To improve the feasibility of plasma-based water treatment technology, a study was conducted to identify and characterize the design parameters that influence treatment effectiveness and the physical phenomena that determine treatment efficiency.  A compound’s octanol-water partition coefficient (i.e., hydrophobicity) has been determined as the major factor that influences the compounds’ relative ability to diffuse into the plasma channel. Experiments conducted with nine different solutes have shown that hydrophilic compounds tend to stay in the bulk liquid whereas hydrophobic compounds such as Bisphenol A (BPA) readily diffuse into the plasma channel where they react with OH and other radicals. Thus the electrical discharge as an advanced oxidation technology appears to be the most effective for the degradation of compounds with limited solubility in water.

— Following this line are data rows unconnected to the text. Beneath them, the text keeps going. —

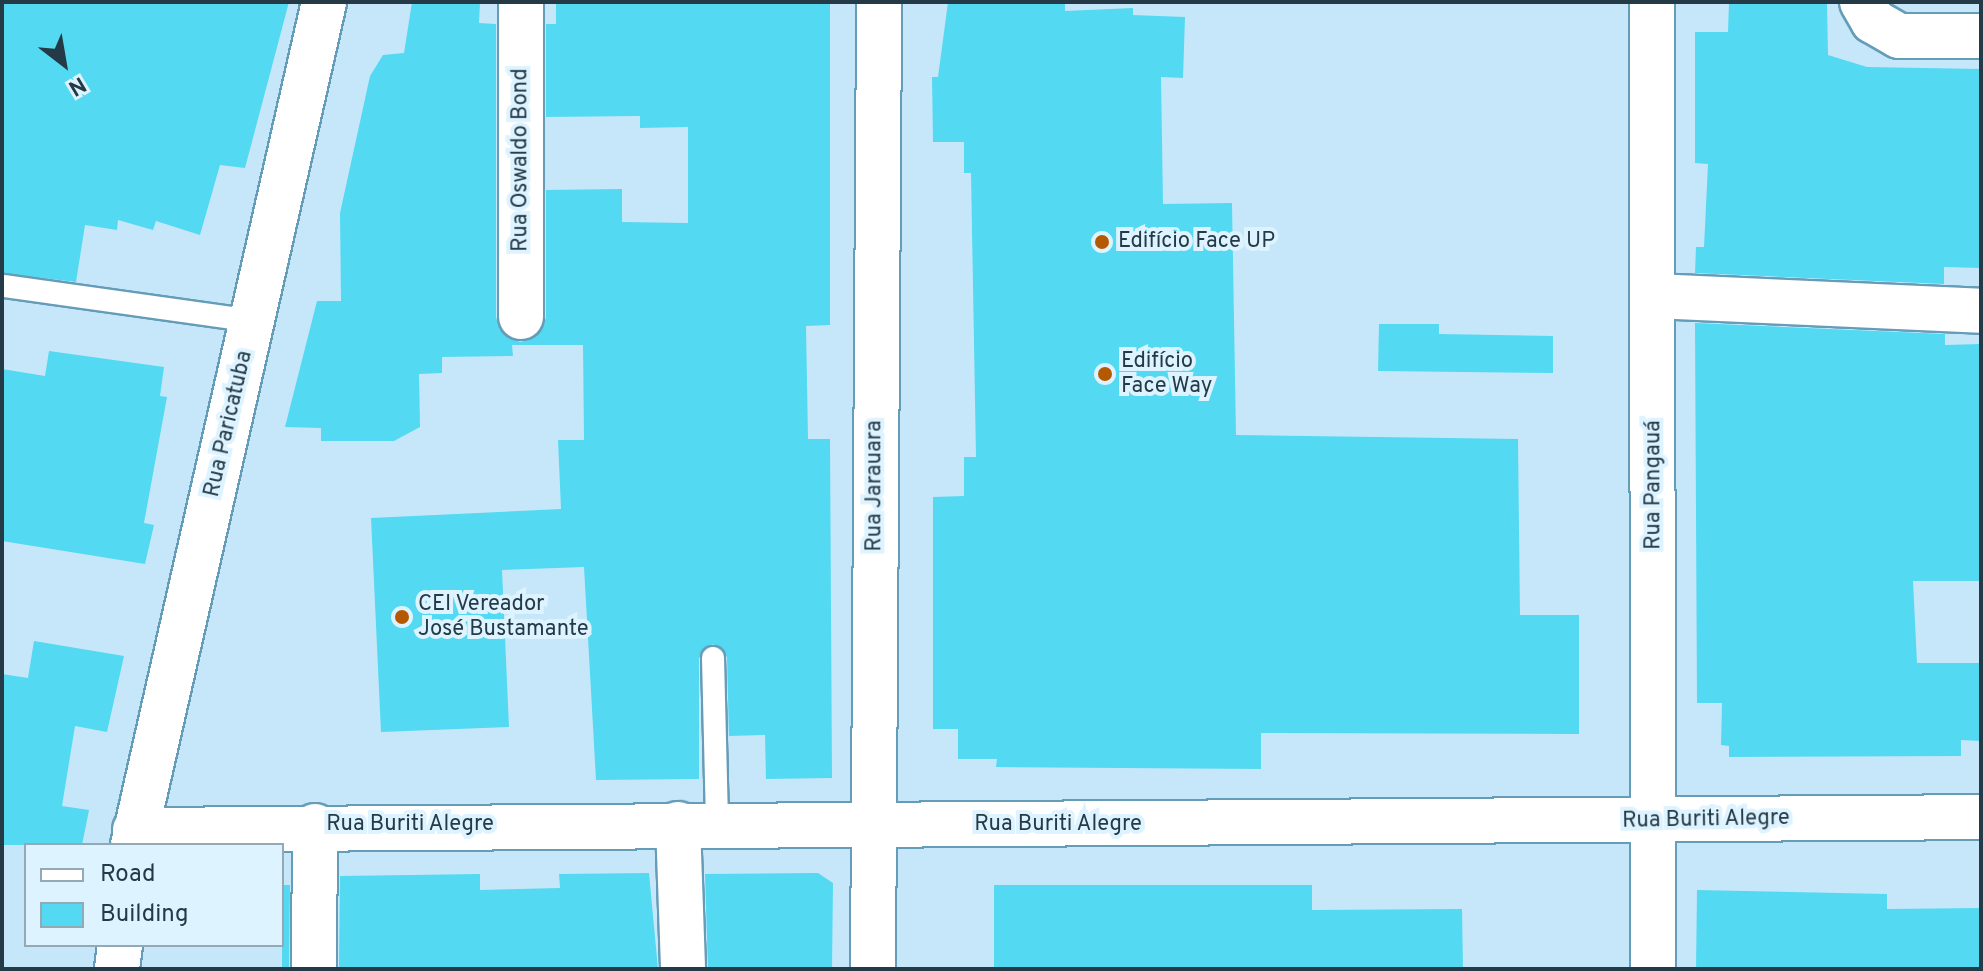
<!DOCTYPE html>
<meta charset="utf-8">
<style>
body{margin:0}
#map{position:relative;width:1983px;height:971px;overflow:hidden;background:#c6e7fa;font-family:Overpass,sans-serif}
div>[style]{position:absolute}
.building>*{inset:0;background:#53d9f2}
.roads{filter:drop-shadow(2px 0 #659cb8) drop-shadow(-2px 0 #659cb8) drop-shadow(0 2px #659cb8) drop-shadow(0 -2px #659cb8)}
.service>*{height:22px;margin:-11px;padding:0 11px;transform-origin:11px;border-radius:11px;background:#fff}
.minor>*{height:44px;margin:-22px;padding:0 22px;transform-origin:22px;border-radius:22px;background:#fff}
.dots>*{width:22px;height:22px;translate:-50% -50%;box-sizing:border-box;border:4px solid #ddf3ff;border-radius:50%}
span{translate:-50% -50%;white-space:nowrap;text-align:center;line-height:1.15;-webkit-text-stroke:8px #ddf3ff;paint-order:stroke}
.street-label{font-size:22px;color:#243a46}
.poi-label{font-size:22px;color:#243a46}
.left{translate:0 -50%;text-align:left}
.frame{position:absolute;inset:0;border:4px solid #243a46;pointer-events:none}
.legend{position:absolute;left:24px;top:843px;width:260px;height:104px;box-sizing:border-box;background:#ddf3ff;border:2px solid #93a9b5;margin:0;padding:10px 14px;list-style:none;font-size:24px;color:#243a46}
.legend li{display:flex;align-items:center;gap:16px;height:40px}
.legend b{width:40px;border:2px solid #93a9b5}
.north{position:absolute;left:24px;top:24px;width:80px;height:80px;-webkit-text-stroke:6px #ddf3ff;paint-order:stroke;rotate:149deg;font-size:22px;font-weight:700;line-height:32px;text-align:center;color:#243a46}
.north::after{content:'';display:block;margin:auto;width:28px;height:36px;background:#243a46;clip-path:polygon(50% 0,100% 100%,50% 72%,0 100%)}
</style>
<div id="map">
<div class="building">
<div style="clip-path:polygon(2px 2px,289px 2px,245px 168px,220px 165px,200px 235px,156px 221px,153px 230px,118px 220px,117px 230px,85px 225px,76px 282px,2px 273px)"></div>
<div style="clip-path:polygon(412px 2px,480px 2px,479px 23px,496px 24px,496px 317px,500px 330px,520px 342px,534px 338px,546px 318px,546px 190px,622px 189px,622px 222px,688px 223px,688px 127px,640px 128px,640px 116px,546px 117px,546px 24px,556px 24px,556px 2px,830px 2px,830px 325px,806px 326px,808px 439px,830px 439px,832px 778px,766px 779px,765px 735px,729px 736px,727px 657px,713px 644px,699px 658px,699px 779px,596px 780px,584px 567px,502px 570px,509px 727px,381px 732px,371px 518px,561px 509px,558px 440px,584px 440px,583px 345px,512px 345px,513px 356px,442px 357px,442px 373px,419px 374px,420px 427px,394px 441px,321px 441px,321px 428px,285px 427px,317px 301px,341px 301px,340px 213px,370px 76px,383px 55px,404px 53px)"></div>
<div style="clip-path:polygon(948px 2px,1065px 2px,1065px 11px,1133px 8px,1133px 15px,1185px 17px,1183px 78px,1161px 77px,1163px 204px,1232px 203px,1236px 435px,1518px 439px,1520px 615px,1579px 615px,1579px 734px,1261px 733px,1261px 769px,996px 767px,997px 759px,958px 759px,958px 729px,933px 729px,933px 497px,964px 496px,964px 457px,976px 457px,971px 173px,964px 173px,964px 142px,933px 142px,932px 77px,938px 77px)"></div>
<div style="clip-path:polygon(1729px 2px,1827px 2px,1828px 55px,1867px 67px,1981px 69px,1981px 268px,1944px 267px,1944px 284px,1695px 273px,1696px 247px,1704px 247px,1708px 164px,1695px 163px,1695px 32px,1728px 32px)"></div>
<div style="clip-path:polygon(1695px 323px,1945px 334px,1945px 345px,1981px 344px,1981px 581px,1913px 581px,1917px 663px,1981px 663px,1981px 741px,1961px 740px,1961px 756px,1729px 757px,1729px 746px,1721px 745px,1722px 703px,1697px 703px)"></div>
<div style="clip-path:polygon(1379px 324px,1439px 324px,1439px 334px,1553px 336px,1553px 373px,1378px 371px)"></div>
<div style="clip-path:polygon(49px 351px,164px 367px,160px 396px,167px 397px,144px 523px,154px 525px,145px 564px,2px 541px,2px 369px,45px 376px)"></div>
<div style="clip-path:polygon(34px 641px,124px 656px,107px 732px,75px 726px,62px 806px,89px 810px,82px 845px,2px 845px,2px 674px,28px 678px)"></div>
<div style="clip-path:polygon(649px 873px,658px 969px,339px 969px,340px 876px,480px 874px,480px 890px,560px 888px,559px 874px)"></div>
<div style="clip-path:polygon(818px 873px,833px 883px,832px 969px,708px 969px,705px 874px)"></div>
<div style="clip-path:polygon(282px 885px,290px 885px,289px 969px,282px 969px)"></div>
<div style="clip-path:polygon(994px 885px,1312px 885px,1312px 910px,1462px 909px,1463px 969px,994px 969px)"></div>
<div style="clip-path:polygon(1697px 890px,1887px 894px,1887px 909px,1981px 908px,1981px 969px,1696px 969px)"></div>
</div>
<div class="roads">
<div class="service">
<div style="left:4px;top:286px;width:251px;rotate:8deg"></div>
<div style="left:713px;top:658px;width:166px;rotate:88.6deg"></div>
</div>
<div class="minor">
<div style="left:1652px;top:2px;width:967px;rotate:89.94deg"></div>
<div style="left:1862px;top:2px;width:22px;rotate:60deg"></div>
<div style="left:1873px;top:21px;width:30px;rotate:30deg"></div>
<div style="left:1899px;top:36px;width:82px"></div>
<div style="left:1654px;top:296px;width:327px;rotate:2.6deg"></div>
<div style="left:521px;top:317px;width:315px;rotate:-90deg"></div>
<div style="left:678px;top:824px;width:145px;rotate:88deg"></div>
<div style="left:135px;top:830px;width:1846px;rotate:-0.4deg"></div>
<div style="left:133px;top:845px;width:864px;rotate:-77.23deg"></div>
<div style="left:117px;top:969px;width:24px;rotate:-83deg"></div>
<div style="left:314px;top:969px;width:143px;rotate:-89.6deg"></div>
<div style="left:873px;top:969px;width:967px;rotate:-89.64deg"></div>
</div>
</div>
<div class="dots">
<div style="left:1102px;top:242px;background:#b55802"></div>
<div style="left:1105px;top:374px;background:#b55802"></div>
<div style="left:402px;top:617px;background:#b55802"></div>
</div>
<div class="street-label">
<span style="left:521px;top:160px;rotate:-90deg">Rua Oswaldo Bond</span>
<span style="left:229px;top:424px;rotate:-77deg">Rua Paricatuba</span>
<span style="left:1654px;top:485px;rotate:-90deg">Rua Pangauá</span>
<span style="left:875px;top:486px;rotate:-90deg">Rua Jarauara</span>
<span style="left:1706px;top:820px;rotate:-1deg">Rua Buriti Alegre</span>
<span style="left:410px;top:825px">Rua Buriti Alegre</span>
<span style="left:1058px;top:825px">Rua Buriti Alegre</span>
</div>
<div class="poi-label">
<span class="left" style="left:1118px;top:242px">Edifício Face UP</span>
<span class="left" style="left:1121px;top:374px">Edifício<br>Face Way</span>
<span class="left" style="left:418px;top:617px">CEI Vereador<br>José Bustamante</span>
</div>
<div class="frame"></div>
<ul class="legend">
<li><b style="height:10px;background:#fff"></b>Road</li>
<li><b style="height:22px;background:#53d9f2"></b>Building</li>
</ul>
<div class="north">N</div>
</div>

The effects of several reactor design parameters were investigated, including electrode geometry, electrode spacing, reactor geometry, and the ground electrode plate area, on the degradation of BPA. The hybrid-series reactor in which the high voltage (plasma) electrode is in water and the grounded electrode is above the water’s surface was about four times as effective as the reference configuration with both electrodes in water. The reactor geometry, particularly the distance between the high voltage electrode and the reactor wall, was observed to have a major impact on the characteristics of the electrical discharge, which in turn influenced the BPA removal rate. Tripling the reactor radius yielded a threefold increase in the peak current and thus the power deposited into plasma. Similarly, the area of the grounded electrode plate was found to affect the discharge characteristics with a twofold increase in the plate area corresponding to an increase of about 40% in the peak current and input power. The distance between the electrodes was identified as the key parameter. It was found that the optimum distance depends on the input voltage and solution conductivity, but is generally near the minimum distance at which no sparking between the electrodes occurs. At the same input power of 50 W, the optimization increased the extent of removal of a 5 mg/L BPA solution from 32% to 94% in less than one hour.